第36章 CHAPTER XII(2)
"Just the sort of inanity that would go the rounds," remarked Francesca, with the satisfaction of knowing that she was making the criticism direct to the author and begetter of the inanity in question. Now that the blow had fallen and she knew the full extent of its weight, her feeling towards the bringer of bad news, who sat complacently nibbling at her tea-cakes and scattering crumbs of tiresome small-talk at her feet, was one of wholehearted dislike. She could sympathise with, or at any rate understand, the tendency of oriental despots to inflict death or ignominious chastisement on messengers bearing tidings of misfortune and defeat, and St. Michael, she perfectly well knew, was thoroughly aware of the fact that her hopes and wishes had been centred on the possibility of having Elaine for a daughter-in-law; every purring remark that his mean little soul prompted him to contribute to the conversation had an easily recognizable undercurrent of malice.
Fortunately for her powers of polite endurance, which had been put to such searching and repeated tests that day, St. Michael had planned out for himself a busy little time-table of afternoon visits, at each of which his self-appointed task of forestalling and embellishing the newspaper announcements of the Youghal-de Frey engagement would be hurriedly but thoroughly performed.
"They'll be quite one of the best-looking and most interesting couples of the Season, won't they?" he cried, by way of farewell.
The door closed and Francesca Bassington sat alone in her drawing- room.
Before she could give way to the bitter luxury of reflection on the downfall of her hopes, it was prudent to take precautionary measures against unwelcome intrusion. Summoning the maid who had just speeded the departing St. Michael, she gave the order: "I am not at home this afternoon to Lady Caroline Benaresq." On second thoughts she extended the taboo to all possible callers, and sent a telephone message to catch Comus at his club, asking him to come and see her as soon as he could manage before it was time to dress for dinner. Then she sat down to think, and her thinking was beyond the relief of tears.
She had built herself a castle of hopes, and it had not been a castle in Spain, but a structure well on the probable side of the Pyrenees. There had been a solid foundation on which to build.
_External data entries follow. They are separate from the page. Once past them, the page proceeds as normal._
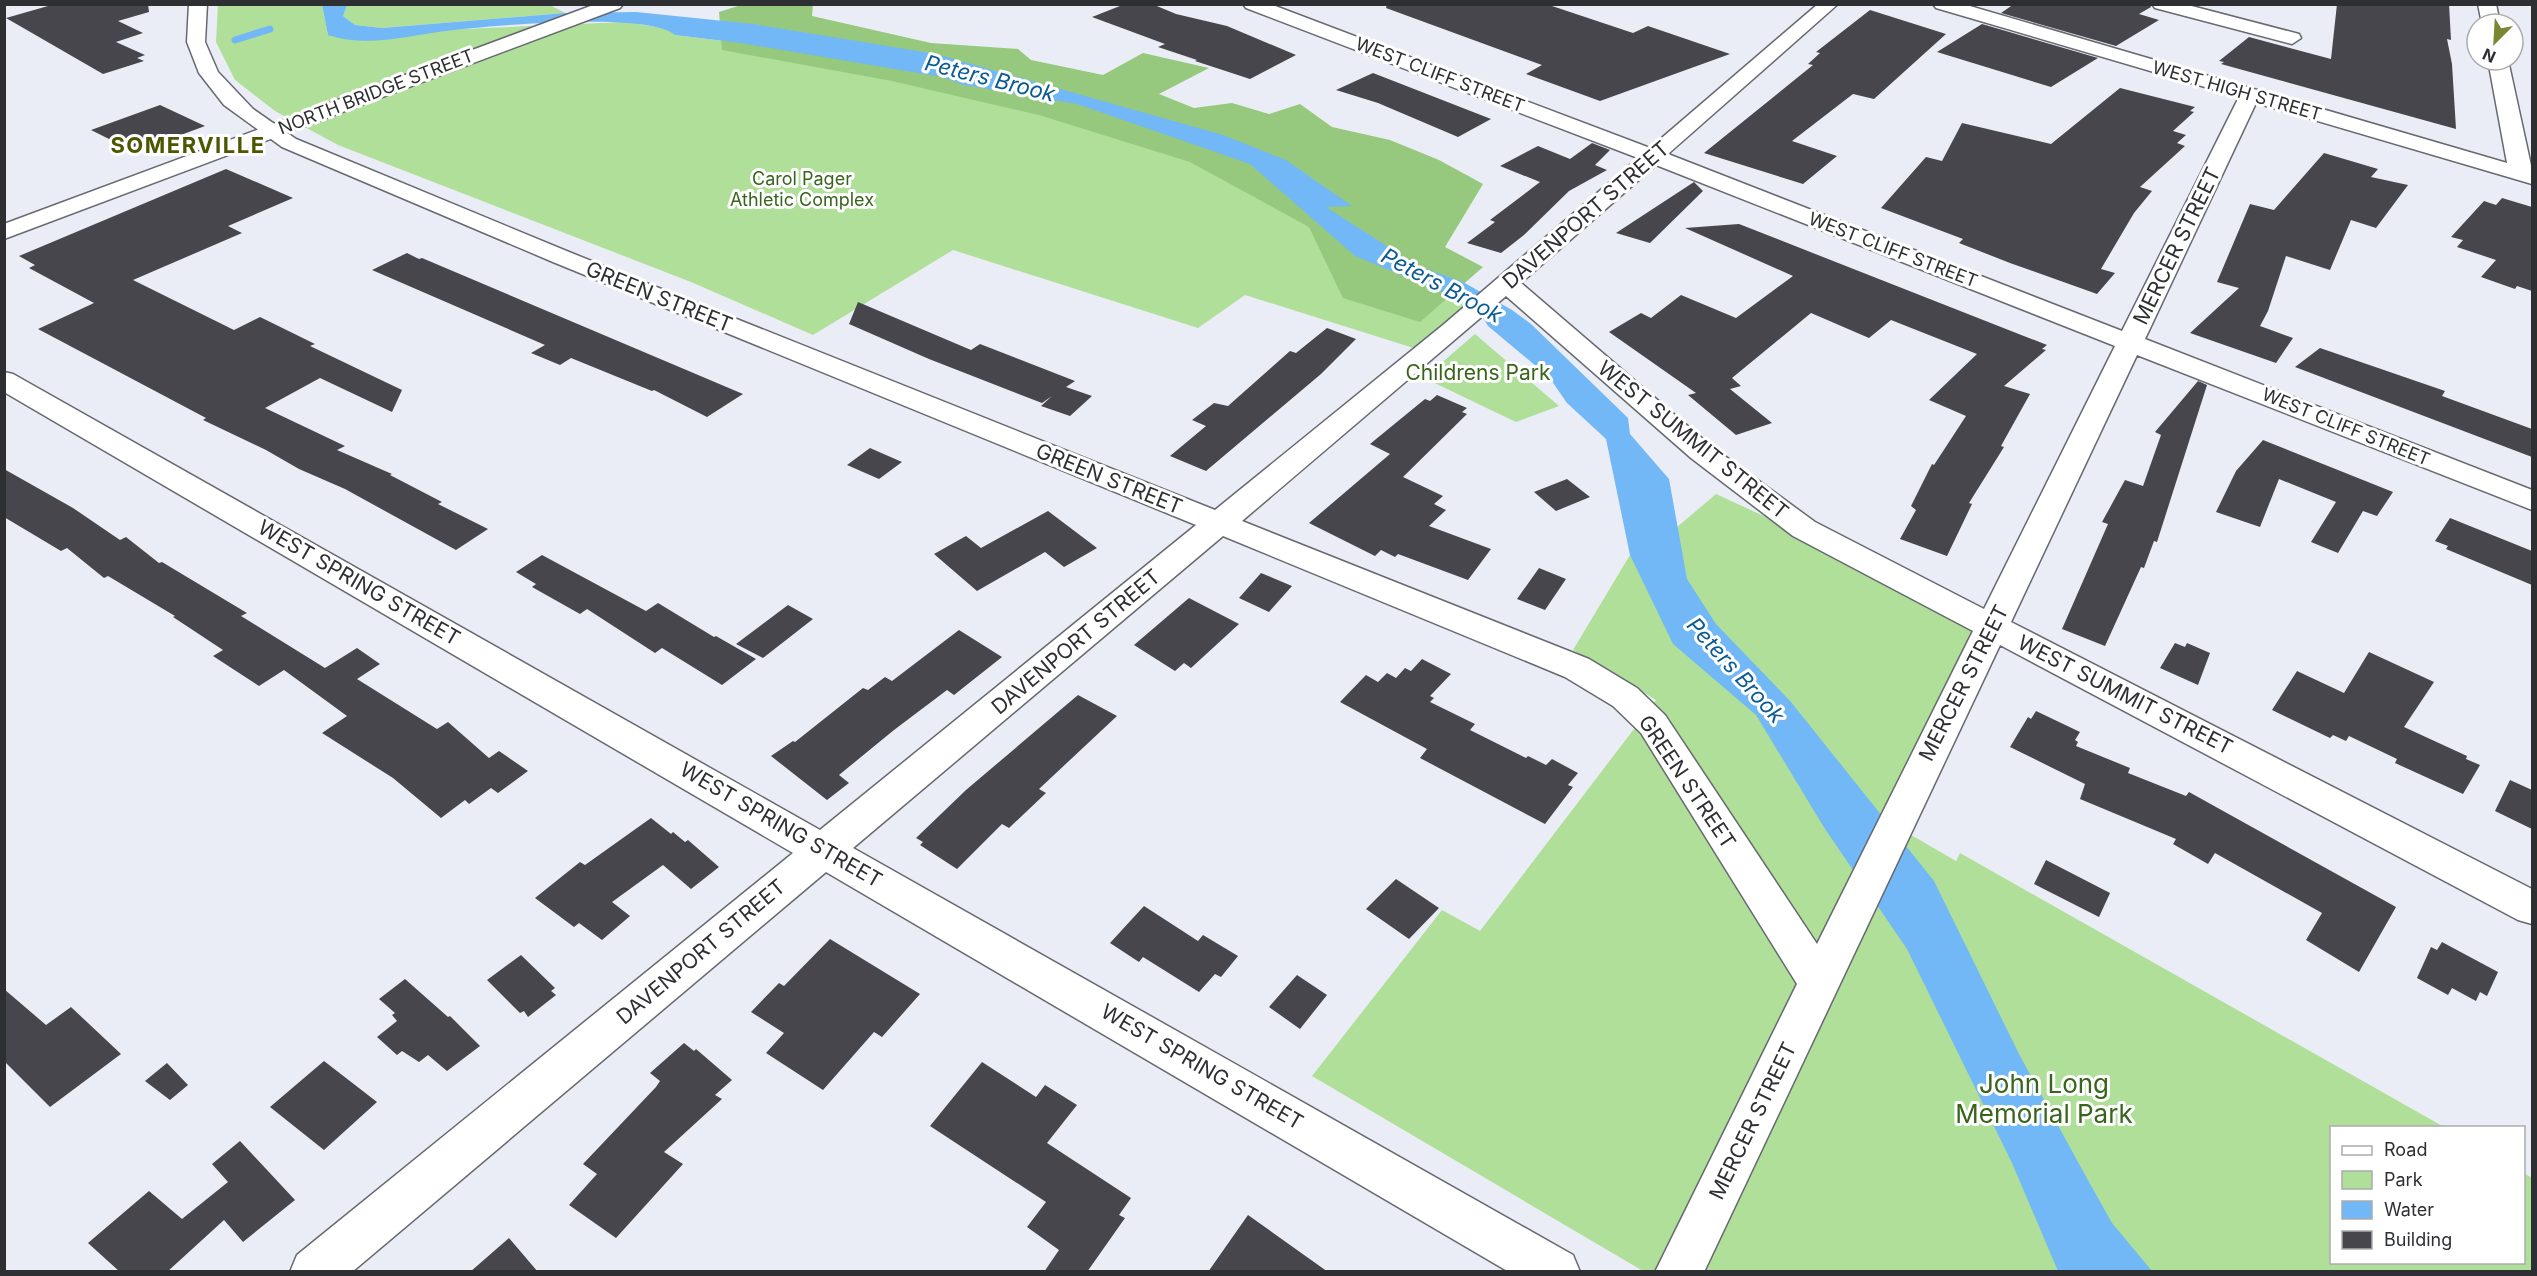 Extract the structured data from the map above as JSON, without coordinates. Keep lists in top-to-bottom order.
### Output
{
  "streets": {
    "street": [
      "WEST CLIFF STREET",
      "WEST HIGH STREET",
      "NORTH BRIDGE STREET",
      "DAVENPORT STREET",
      "MERCER STREET",
      "GREEN STREET",
      "WEST SUMMIT STREET",
      "WEST SPRING STREET"
    ]
  },
  "crossings": [
    ["WEST CLIFF STREET", "DAVENPORT STREET"],
    ["WEST CLIFF STREET", "MERCER STREET"],
    ["WEST HIGH STREET", "MERCER STREET"],
    ["NORTH BRIDGE STREET", "GREEN STREET"],
    ["DAVENPORT STREET", "GREEN STREET"],
    ["DAVENPORT STREET", "WEST SUMMIT STREET"],
    ["DAVENPORT STREET", "WEST SPRING STREET"],
    ["MERCER STREET", "GREEN STREET"],
    ["MERCER STREET", "WEST SUMMIT STREET"]
  ],
  "districts": ["SOMERVILLE"],
  "water": ["Peters Brook"],
  "parks": ["Carol Pager Athletic Complex", "Childrens Park", "John Long Memorial Park"],
  "legend": [
    "Road",
    "Park",
    "Water",
    "Building"
  ],
  "north": "bottom left"
} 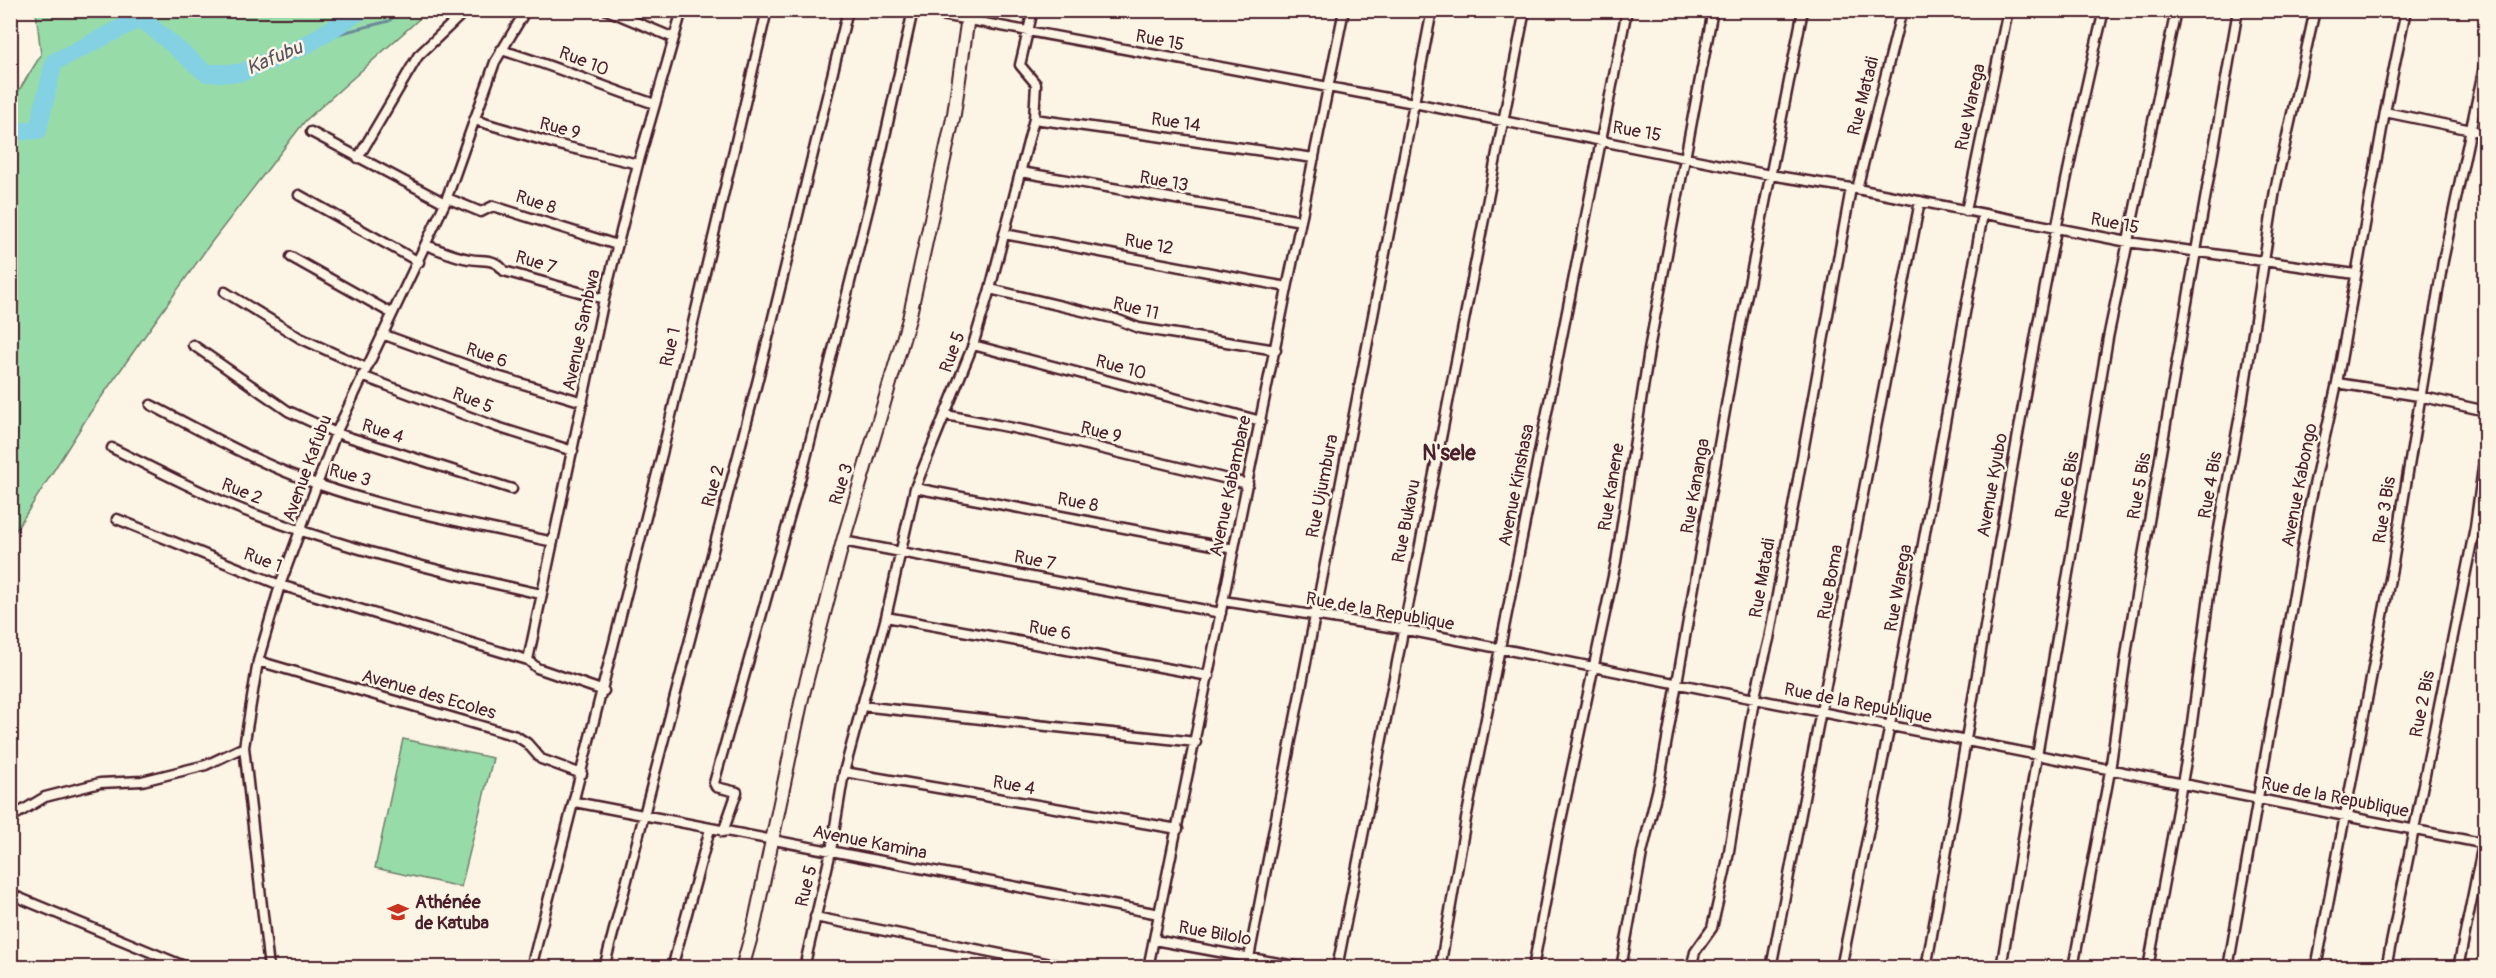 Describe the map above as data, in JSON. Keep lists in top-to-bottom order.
{
  "streets": {
    "street": [
      "Rue 15",
      "Rue 10",
      "Rue Matadi",
      "Rue Warega",
      "Rue 14",
      "Rue 9",
      "Rue 13",
      "Rue 8",
      "Rue 12",
      "Rue 7",
      "Rue 11",
      "Avenue Sambwa",
      "Rue 1",
      "Rue 5",
      "Rue 6",
      "Rue 4",
      "Avenue Kafubu",
      "Rue 3",
      "Avenue Kinshasa",
      "Avenue Kyubo",
      "Rue 6 Bis",
      "Rue 4 Bis",
      "Avenue Kabongo",
      "Rue 2",
      "Avenue Kabambare",
      "Rue Ujumbura",
      "Rue Kananga",
      "Rue 5 Bis",
      "Rue Kanene",
      "Rue 3 Bis",
      "Rue Bukavu",
      "Rue Boma",
      "Rue de la Republique",
      "Avenue des Ecoles",
      "Rue 2 Bis",
      "Avenue Kamina",
      "Rue Bilolo"
    ]
  },
  "crossings": [
    ["Rue 15", "Rue Matadi"],
    ["Rue 15", "Rue Warega"],
    ["Rue 15", "Rue 5"],
    ["Rue 15", "Rue 3"],
    ["Rue 15", "Avenue Kinshasa"],
    ["Rue 15", "Avenue Kyubo"],
    ["Rue 15", "Rue 6 Bis"],
    ["Rue 15", "Rue 4 Bis"],
    ["Rue 15", "Avenue Kabongo"],
    ["Rue 15", "Avenue Kabambare"],
    ["Rue 15", "Rue Ujumbura"],
    ["Rue 15", "Rue Kananga"],
    ["Rue 15", "Rue 5 Bis"],
    ["Rue 15", "Rue Kanene"],
    ["Rue 15", "Rue Bukavu"],
    ["Rue 15", "Rue Boma"],
    ["Rue 10", "Avenue Sambwa"],
    ["Rue 10", "Rue 5"],
    ["Rue 10", "Avenue Kafubu"],
    ["Rue 10", "Avenue Kabambare"],
    ["Rue Matadi", "Rue de la Republique"],
    ["Rue Warega", "Rue de la Republique"],
    ["Rue 14", "Rue 5"],
    ["Rue 14", "Avenue Kabambare"],
    ["Rue 9", "Avenue Sambwa"],
    ["Rue 9", "Rue 5"],
    ["Rue 9", "Avenue Kafubu"],
    ["Rue 9", "Avenue Kabambare"],
    ["Rue 13", "Rue 5"],
    ["Rue 13", "Avenue Kabambare"],
    ["Rue 8", "Avenue Sambwa"],
    ["Rue 8", "Rue 5"],
    ["Rue 8", "Avenue Kafubu"],
    ["Rue 8", "Avenue Kabambare"],
    ["Rue 12", "Rue 5"],
    ["Rue 12", "Avenue Kabambare"],
    ["Rue 7", "Avenue Sambwa"],
    ["Rue 7", "Rue 5"],
    ["Rue 7", "Avenue Kafubu"],
    ["Rue 7", "Rue 3"],
    ["Rue 7", "Avenue Kabambare"],
    ["Rue 11", "Rue 5"],
    ["Rue 11", "Avenue Kabambare"],
    ["Avenue Sambwa", "Rue 1"],
    ["Avenue Sambwa", "Rue 5"],
    ["Avenue Sambwa", "Rue 6"],
    ["Avenue Sambwa", "Rue 3"],
    ["Avenue Sambwa", "Rue 2"],
    ["Rue 1", "Avenue Kafubu"],
    ["Rue 1", "Avenue des Ecoles"],
    ["Rue 1", "Avenue Kamina"],
    ["Rue 5", "Rue 6"],
    ["Rue 5", "Rue 4"],
    ["Rue 5", "Avenue Kafubu"],
    ["Rue 5", "Avenue Kamina"],
    ["Rue 6", "Avenue Kafubu"],
    ["Rue 6", "Avenue Kabambare"],
    ["Rue 4", "Avenue Kafubu"],
    ["Rue 4", "Avenue Kabambare"],
    ["Avenue Kafubu", "Rue 3"],
    ["Avenue Kafubu", "Rue 2"],
    ["Avenue Kafubu", "Avenue des Ecoles"],
    ["Rue 3", "Avenue Kamina"],
    ["Avenue Kinshasa", "Rue de la Republique"],
    ["Avenue Kyubo", "Rue de la Republique"],
    ["Rue 6 Bis", "Rue de la Republique"],
    ["Rue 4 Bis", "Rue de la Republique"],
    ["Avenue Kabongo", "Rue de la Republique"],
    ["Rue 2", "Avenue Kamina"],
    ["Avenue Kabambare", "Rue de la Republique"],
    ["Avenue Kabambare", "Avenue Kamina"],
    ["Avenue Kabambare", "Rue Bilolo"],
    ["Rue Ujumbura", "Rue de la Republique"],
    ["Rue Ujumbura", "Rue Bilolo"],
    ["Rue Kananga", "Rue de la Republique"],
    ["Rue 5 Bis", "Rue de la Republique"],
    ["Rue Kanene", "Rue de la Republique"],
    ["Rue 3 Bis", "Rue de la Republique"],
    ["Rue Bukavu", "Rue de la Republique"],
    ["Rue Boma", "Rue de la Republique"],
    ["Rue de la Republique", "Rue 2 Bis"]
  ],
  "districts": ["N'sele"],
  "water": ["Kafubu"],
  "places": {
    "school or university": ["Athénée de Katuba"]
  }
}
Miss de Frey's fortune was an assured and unhampered one, her liking for Comus had been an obvious fact; his courtship of her a serious reality. The young people had been much together in public, and their names had naturally been coupled in the match- making gossip of the day. The only serious shadow cast over the scene had been the persistent presence, in foreground or background, of Courtenay Youghal. And now the shadow suddenly stood forth as the reality, and the castle of hopes was a ruin, a hideous mortification of dust and debris, with the skeleton outlines of its chambers still standing to make mockery of its discomfited architect. The daily anxiety about Comus and his extravagant ways and intractable disposition had been gradually lulled by the prospect of his making an advantageous marriage, which would have transformed him from a ne'er-do-well and adventurer into a wealthy idler. He might even have been moulded, by the resourceful influence of an ambitious wife, into a man with some definite purpose in life. The prospect had vanished with cruel suddenness, and the anxieties were crowding back again, more insistent than ever. The boy had had his one good chance in the matrimonial market and missed it; if he were to transfer his attentions to some other well-dowered girl he would be marked down at once as a fortune-hunter, and that would constitute a heavy handicap to the most plausible of wooers. His liking for Elaine had evidently been genuine in its way, though perhaps it would have been rash to read any deeper sentiment into it, but even with the spur of his own inclination to assist him he had failed to win the prize that had seemed so temptingly within his reach. And in the dashing of his prospects, Francesca saw the threatening of her own.
The old anxiety as to her precarious tenure of her present quarters put on again all its familiar terrors. One day, she foresaw, in the horribly near future, George St. Michael would come pattering up her stairs with the breathless intelligence that Emmeline Chetrof was going to marry somebody or other in the Guards or the Record Office as the case might be, and then there would be an uprooting of her life from its home and haven in Blue Street and a wandering forth to some cheap unhappy far-off dwelling, where the stately Van der Meulen and its companion host of beautiful and desirable things would be stuffed and stowed away in soulless surroundings, like courtly emigres fallen on evil days. It was unthinkable, but the trouble was that it had to be thought about.